And as I mentioned as well before, there might be, as well, depending on market dynamics, decisions might be further developed for the EUR 1.4 billion bucket, and whatever better options, of course, might be considered once they come into play. And obviously, once there's something new with the business area UX, we will inform you in due course. :
Operator:
And the next question comes from Monica Bosio from Intesa Sanpaulo.
Monica Bosio:
The first is still on your performance versus the market. I'm just wondering if you can elaborate a little bit more on your underperformance in China in the fourth quarter? And above all, what do you expect as for China in terms of performance in 2024? My second question is on the replacement market. You are guiding for 0 plus 3%. I'm just wondering which are the regions that you see delivering the highest upside in the replacement business. And if you have an indication for the replacement for the ultra-high-performance tires? And very last is on the reduction of premium freights that you had in 2023. Can you give us an idea of the further reduction in term of magnitude for 2024?
Nikolai Setzer:
Outperformance in the market China in Q4. The main reason is that those customers have been successful. As I said before, we are still underexposed to Chinese OEMs. And in particular, in the fourth quarter, to those which are, I would call it, higher vertically integrated, such as BYD, which is one, as well as Tesla have grown quite substantially. That is the reason with all others. As said, we have further order intake which is growing, and this will change our share over time. So we catch up, but it will take a certain time until we are able to mirror the market. And it was clear customer mix part in the fourth quarter in China.
Replacement business, where are the markets which are supporting? It's clearly the Asian market of China where we see the highest growth rates. The other markets are, honestly, relatively difficult to guide. We still assume a certain slight positive development. Can be little bit more, but we don't know. You remember last year we've talked a lot about destocking which took place. The replacement market was behind our expectations. We thought already it would turn around earlier, it didn't. Speaking of the truck side, we still see muted markets in our core markets, particularly in North America, but as well as in Europe. However, we believe that this year this will turn around. However, we are on a way that we just say it will be 0 to 3%. :
Katja Durrfeld:
0 to 3%.
Nikolai Setzer:
0 to 3%, and we'd inform over time how this further develops.

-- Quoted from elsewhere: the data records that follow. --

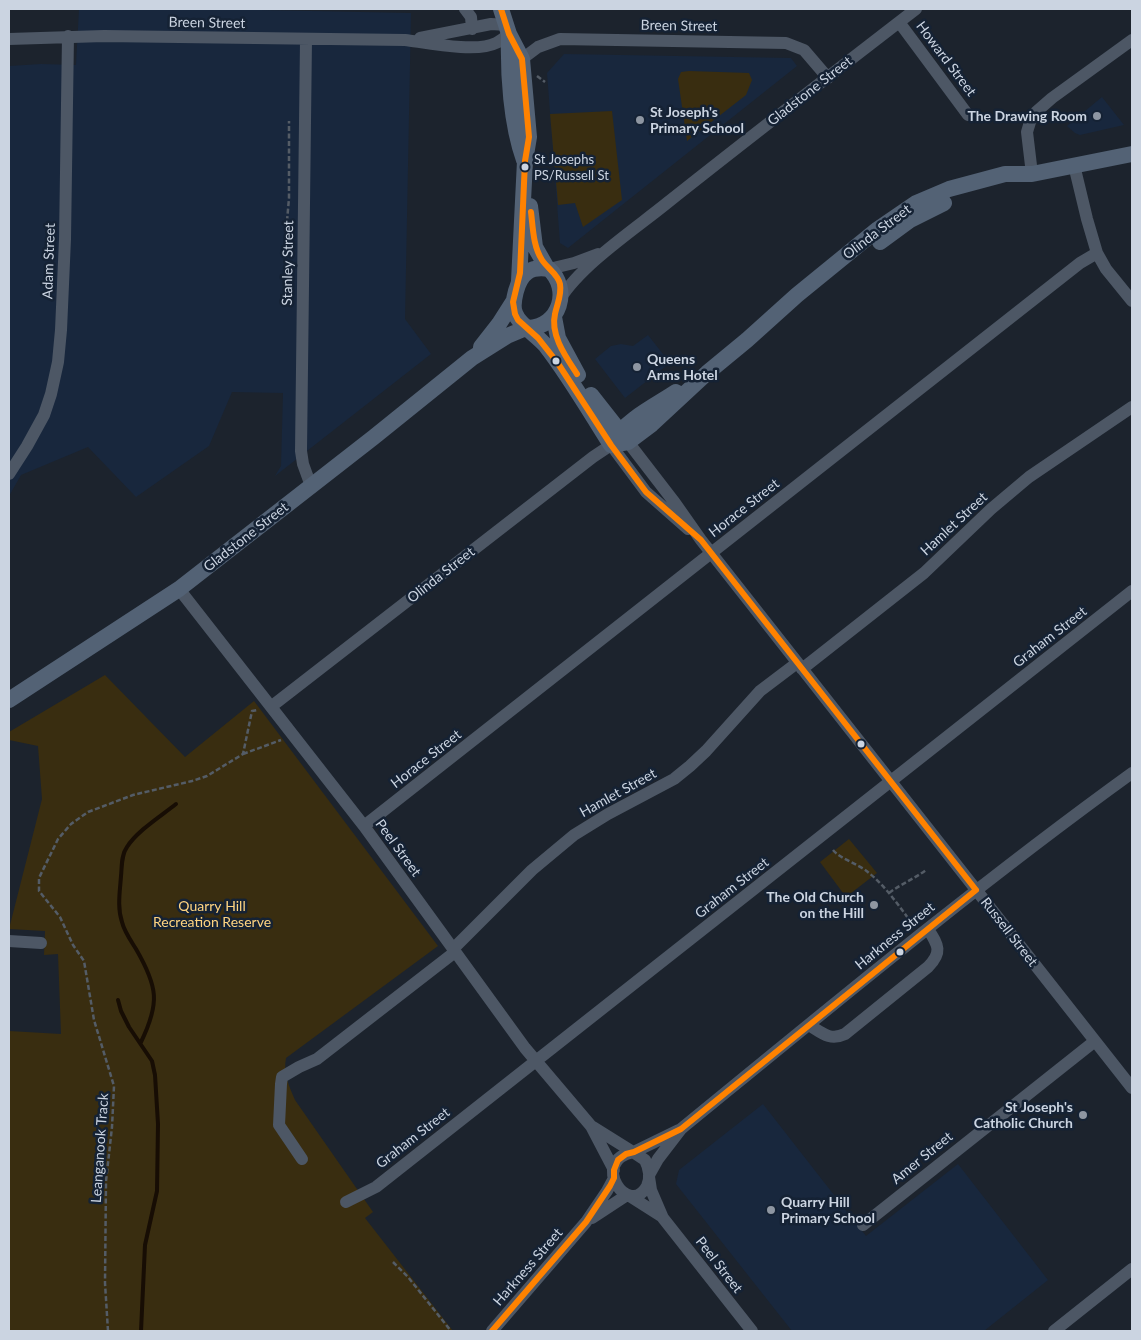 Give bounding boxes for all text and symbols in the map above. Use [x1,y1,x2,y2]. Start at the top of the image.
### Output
street label: Breen Street [168,14,246,32]
street label: Breen Street [640,17,718,35]
street label: Howard Street [912,18,980,100]
street label: Gladstone Street [764,53,856,129]
place label: St Joseph's Primary School [650,104,744,136]
place label: The Drawing Room [967,108,1087,124]
marker: The Drawing Room [1091,110,1103,122]
marker: St Joseph's Primary School [634,114,646,126]
place label: St Josephs PS/Russell St [534,152,609,183]
marker: St Josephs PS/Russell St [520,162,530,172]
street label: Olinda Street [840,201,914,263]
street label: Stanley Street [279,220,297,306]
street label: Adam Street [39,223,59,299]
place label: Queens Arms Hotel [647,351,718,384]
unlabelled marker [551,356,561,366]
marker: Queens Arms Hotel [631,361,643,373]
street label: Horace Street [705,475,783,541]
street label: Hamlet Street [917,489,991,559]
street label: Gladstone Street [200,499,292,575]
street label: Olinda Street [404,544,478,606]
street label: Graham Street [1010,603,1090,671]
street label: Horace Street [387,726,465,792]
unlabelled marker [856,739,866,749]
street label: Hamlet Street [577,765,659,821]
street label: Peel Street [372,816,424,880]
street label: Graham Street [692,854,772,922]
place label: The Old Church on the Hill [766,889,864,922]
street label: Russell Street [977,894,1041,970]
park label: Quarry Hill Recreation Reserve [153,898,271,930]
street label: Harkness Street [852,899,938,973]
marker: The Old Church on the Hill [868,899,880,911]
unlabelled marker [895,947,905,957]
street label: Leanganook Track [88,1093,112,1203]
place label: St Joseph's Catholic Church [974,1099,1073,1132]
street label: Graham Street [373,1104,453,1172]
marker: St Joseph's Catholic Church [1077,1109,1089,1121]
street label: Amer Street [888,1128,956,1188]
place label: Quarry Hill Primary School [781,1194,875,1226]
marker: Quarry Hill Primary School [765,1204,777,1216]
street label: Harkness Street [490,1225,566,1309]
street label: Peel Street [692,1234,746,1296]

Premium freight, coming EUR 200 million in 2022 to EUR 100 million in 2023. You always will have a certain kind of premium freight in order to balance, obviously, what you're doing in manufacturing. Keeping your plants all the time running, which is then saving costs on the other side. But we still assume that we can substantially reduce those to EUR 100 million. :
Operator:
[Operator Instructions] And the next question comes from Akshat Kacker from JPMorgan.
Akshat Kacker:
It's Akshat from JPMorgan. A couple of questions, please. The first one on R&D expenditure. Could you just share more details in terms of the net R&D spend expected in the Automotive segment in 2024, please? And how should this develop going into 2025, as per your current expectations and current order intake? The second one is on Tires. Could you just split out the price/mix impact of minus 1% in Q4, please? It would be good to get some details on pricing and mix separately. And also, other than the indexation clauses, have there been adjustments in absolute pricing in Europe and North America?
Katja Durrfeld:
Maybe I'll start with the R&D expenditure and what to expect in 2024. You know that we don't guide on specific cost items separately. But overall, you can see that coming from 2021 until end of 2023, we were able to reduce our relative R&D net in percent of sales quite substantially, and we will continue to do so. This is also what we have guided for when we had our Capital Markets Day, and there we said, until 2028, we will come down relatively to around 9% R&D in percent of sales, and you will see consecutive improvements in the years to come, yes.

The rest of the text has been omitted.